* TASK DIRECTIONS:
From the material below, tally every line containing "lane"; reply with the total only.

* MATERIAL PROVIDED:
▼

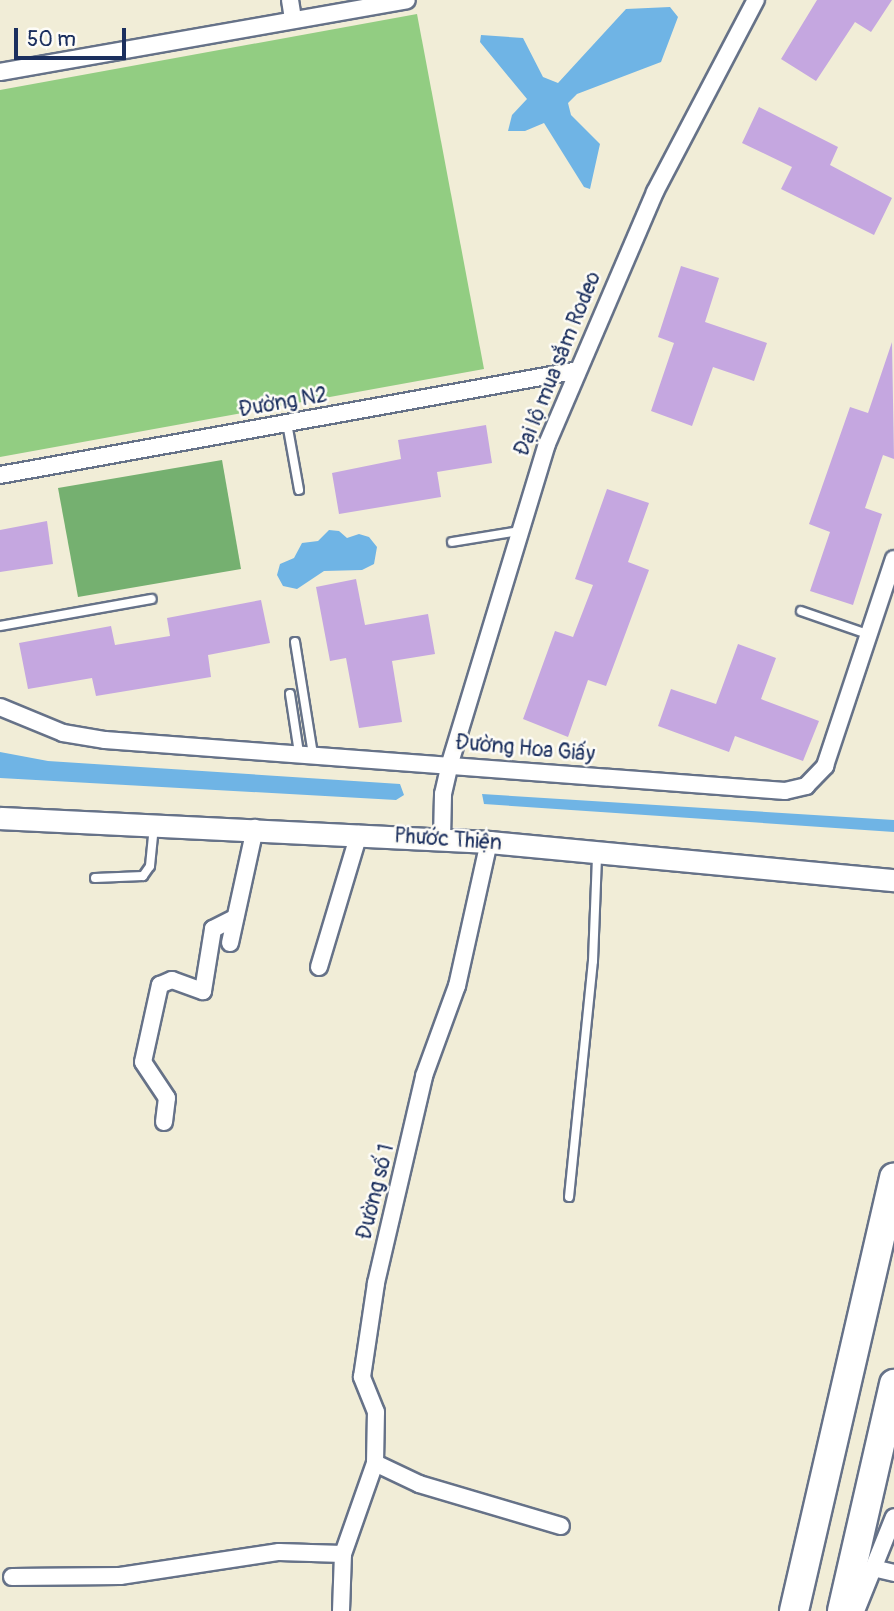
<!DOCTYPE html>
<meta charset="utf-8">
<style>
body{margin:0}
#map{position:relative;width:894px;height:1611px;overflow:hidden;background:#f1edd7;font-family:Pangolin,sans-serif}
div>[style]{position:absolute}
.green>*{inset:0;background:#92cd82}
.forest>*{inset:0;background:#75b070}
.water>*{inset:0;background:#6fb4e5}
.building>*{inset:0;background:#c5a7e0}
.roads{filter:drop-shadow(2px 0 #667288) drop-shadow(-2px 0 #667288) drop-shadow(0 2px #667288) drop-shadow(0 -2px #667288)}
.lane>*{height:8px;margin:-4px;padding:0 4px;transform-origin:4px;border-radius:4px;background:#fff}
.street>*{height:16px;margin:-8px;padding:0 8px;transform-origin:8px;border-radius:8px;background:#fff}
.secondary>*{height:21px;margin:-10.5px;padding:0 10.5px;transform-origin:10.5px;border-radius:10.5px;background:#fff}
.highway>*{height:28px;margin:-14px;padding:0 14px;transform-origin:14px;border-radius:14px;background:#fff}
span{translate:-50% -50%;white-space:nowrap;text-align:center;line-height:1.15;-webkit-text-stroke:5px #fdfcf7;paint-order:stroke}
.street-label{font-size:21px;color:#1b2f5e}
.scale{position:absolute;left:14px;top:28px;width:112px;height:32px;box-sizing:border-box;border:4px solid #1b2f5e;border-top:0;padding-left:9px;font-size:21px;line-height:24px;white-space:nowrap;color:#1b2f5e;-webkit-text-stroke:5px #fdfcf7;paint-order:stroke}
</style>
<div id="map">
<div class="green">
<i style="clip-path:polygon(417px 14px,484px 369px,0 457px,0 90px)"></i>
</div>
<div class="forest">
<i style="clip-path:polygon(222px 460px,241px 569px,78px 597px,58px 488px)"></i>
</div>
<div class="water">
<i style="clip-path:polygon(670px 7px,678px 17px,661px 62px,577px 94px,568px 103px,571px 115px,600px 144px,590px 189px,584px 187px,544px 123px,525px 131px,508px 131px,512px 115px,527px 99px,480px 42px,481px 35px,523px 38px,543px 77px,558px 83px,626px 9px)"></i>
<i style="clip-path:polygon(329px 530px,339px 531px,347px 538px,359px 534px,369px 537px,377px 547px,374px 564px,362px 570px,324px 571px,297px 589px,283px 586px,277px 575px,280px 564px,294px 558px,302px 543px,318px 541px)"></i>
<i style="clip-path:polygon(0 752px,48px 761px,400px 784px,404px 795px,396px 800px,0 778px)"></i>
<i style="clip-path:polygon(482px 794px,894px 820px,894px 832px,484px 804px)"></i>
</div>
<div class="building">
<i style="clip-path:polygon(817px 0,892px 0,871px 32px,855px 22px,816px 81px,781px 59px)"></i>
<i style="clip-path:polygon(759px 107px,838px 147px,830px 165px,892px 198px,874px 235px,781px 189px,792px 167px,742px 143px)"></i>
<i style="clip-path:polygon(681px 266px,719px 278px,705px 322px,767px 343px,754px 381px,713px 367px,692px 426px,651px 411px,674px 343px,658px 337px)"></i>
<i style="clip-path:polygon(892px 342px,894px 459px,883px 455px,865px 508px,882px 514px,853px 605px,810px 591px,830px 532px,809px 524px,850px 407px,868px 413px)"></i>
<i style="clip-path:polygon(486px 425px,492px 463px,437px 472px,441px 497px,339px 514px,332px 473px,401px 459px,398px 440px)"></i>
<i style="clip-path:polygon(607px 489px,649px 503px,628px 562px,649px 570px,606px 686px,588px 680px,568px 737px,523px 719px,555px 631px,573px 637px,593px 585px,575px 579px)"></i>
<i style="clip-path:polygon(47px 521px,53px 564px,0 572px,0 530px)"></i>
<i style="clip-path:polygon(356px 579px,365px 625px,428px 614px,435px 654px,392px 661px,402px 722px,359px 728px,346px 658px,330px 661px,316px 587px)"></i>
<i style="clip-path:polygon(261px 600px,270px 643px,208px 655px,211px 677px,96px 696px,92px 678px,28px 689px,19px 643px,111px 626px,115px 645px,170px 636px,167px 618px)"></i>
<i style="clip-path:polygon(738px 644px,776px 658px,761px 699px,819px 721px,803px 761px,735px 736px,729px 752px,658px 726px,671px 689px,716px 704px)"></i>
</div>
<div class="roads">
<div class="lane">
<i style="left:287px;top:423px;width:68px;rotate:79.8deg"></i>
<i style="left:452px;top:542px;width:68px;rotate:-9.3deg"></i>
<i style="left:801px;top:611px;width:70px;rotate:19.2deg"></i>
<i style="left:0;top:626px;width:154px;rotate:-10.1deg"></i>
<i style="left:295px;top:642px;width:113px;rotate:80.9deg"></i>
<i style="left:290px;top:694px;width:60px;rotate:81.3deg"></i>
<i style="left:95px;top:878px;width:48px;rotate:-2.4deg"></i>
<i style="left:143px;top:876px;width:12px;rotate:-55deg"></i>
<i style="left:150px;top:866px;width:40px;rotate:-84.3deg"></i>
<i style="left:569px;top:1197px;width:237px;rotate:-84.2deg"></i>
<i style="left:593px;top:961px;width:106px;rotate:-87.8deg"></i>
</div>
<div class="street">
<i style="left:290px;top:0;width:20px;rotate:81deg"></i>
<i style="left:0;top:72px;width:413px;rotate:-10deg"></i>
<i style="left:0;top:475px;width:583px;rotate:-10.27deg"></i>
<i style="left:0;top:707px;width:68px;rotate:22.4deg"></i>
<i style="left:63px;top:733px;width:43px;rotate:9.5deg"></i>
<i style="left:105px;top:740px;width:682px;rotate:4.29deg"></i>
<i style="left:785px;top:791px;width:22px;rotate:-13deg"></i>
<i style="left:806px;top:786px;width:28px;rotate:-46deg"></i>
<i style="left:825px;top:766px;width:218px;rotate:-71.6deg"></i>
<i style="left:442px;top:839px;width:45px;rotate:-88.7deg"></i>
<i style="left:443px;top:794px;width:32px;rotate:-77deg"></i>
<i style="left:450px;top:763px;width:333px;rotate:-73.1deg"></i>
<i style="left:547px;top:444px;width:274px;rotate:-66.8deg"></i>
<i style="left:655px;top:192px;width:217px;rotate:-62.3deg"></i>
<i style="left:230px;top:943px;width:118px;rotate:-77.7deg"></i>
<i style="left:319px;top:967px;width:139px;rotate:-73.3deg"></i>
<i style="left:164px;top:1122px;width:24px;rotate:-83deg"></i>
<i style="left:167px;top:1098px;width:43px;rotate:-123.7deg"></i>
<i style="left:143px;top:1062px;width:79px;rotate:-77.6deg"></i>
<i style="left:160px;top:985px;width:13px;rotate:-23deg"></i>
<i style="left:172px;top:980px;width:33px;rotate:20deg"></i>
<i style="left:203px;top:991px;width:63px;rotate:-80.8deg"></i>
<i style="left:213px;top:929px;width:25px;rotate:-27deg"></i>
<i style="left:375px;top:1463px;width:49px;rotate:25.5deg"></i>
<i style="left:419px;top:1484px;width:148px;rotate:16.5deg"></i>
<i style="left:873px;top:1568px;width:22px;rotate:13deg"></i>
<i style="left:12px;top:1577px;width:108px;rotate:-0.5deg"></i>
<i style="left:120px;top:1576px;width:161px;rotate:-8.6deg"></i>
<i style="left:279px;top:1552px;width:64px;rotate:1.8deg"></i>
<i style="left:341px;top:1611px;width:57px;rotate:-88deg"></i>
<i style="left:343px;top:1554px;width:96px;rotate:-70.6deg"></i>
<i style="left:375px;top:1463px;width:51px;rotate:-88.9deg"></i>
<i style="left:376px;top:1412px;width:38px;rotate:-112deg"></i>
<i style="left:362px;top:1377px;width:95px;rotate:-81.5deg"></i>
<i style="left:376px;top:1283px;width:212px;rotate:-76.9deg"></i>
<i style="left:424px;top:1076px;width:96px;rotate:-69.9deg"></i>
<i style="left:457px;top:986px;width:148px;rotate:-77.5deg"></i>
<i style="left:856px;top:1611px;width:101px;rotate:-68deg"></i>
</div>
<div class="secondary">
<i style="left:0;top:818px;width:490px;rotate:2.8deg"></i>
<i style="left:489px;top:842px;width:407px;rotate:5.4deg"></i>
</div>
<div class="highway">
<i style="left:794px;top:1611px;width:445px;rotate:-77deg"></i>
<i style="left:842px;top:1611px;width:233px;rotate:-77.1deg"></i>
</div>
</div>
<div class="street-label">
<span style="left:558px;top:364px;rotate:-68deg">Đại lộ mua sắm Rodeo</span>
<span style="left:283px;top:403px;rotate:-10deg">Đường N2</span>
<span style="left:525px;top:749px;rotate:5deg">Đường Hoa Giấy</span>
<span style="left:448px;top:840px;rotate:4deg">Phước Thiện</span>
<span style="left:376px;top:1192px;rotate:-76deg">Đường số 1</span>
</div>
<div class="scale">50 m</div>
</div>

▲

* ANSWER SPACE:
2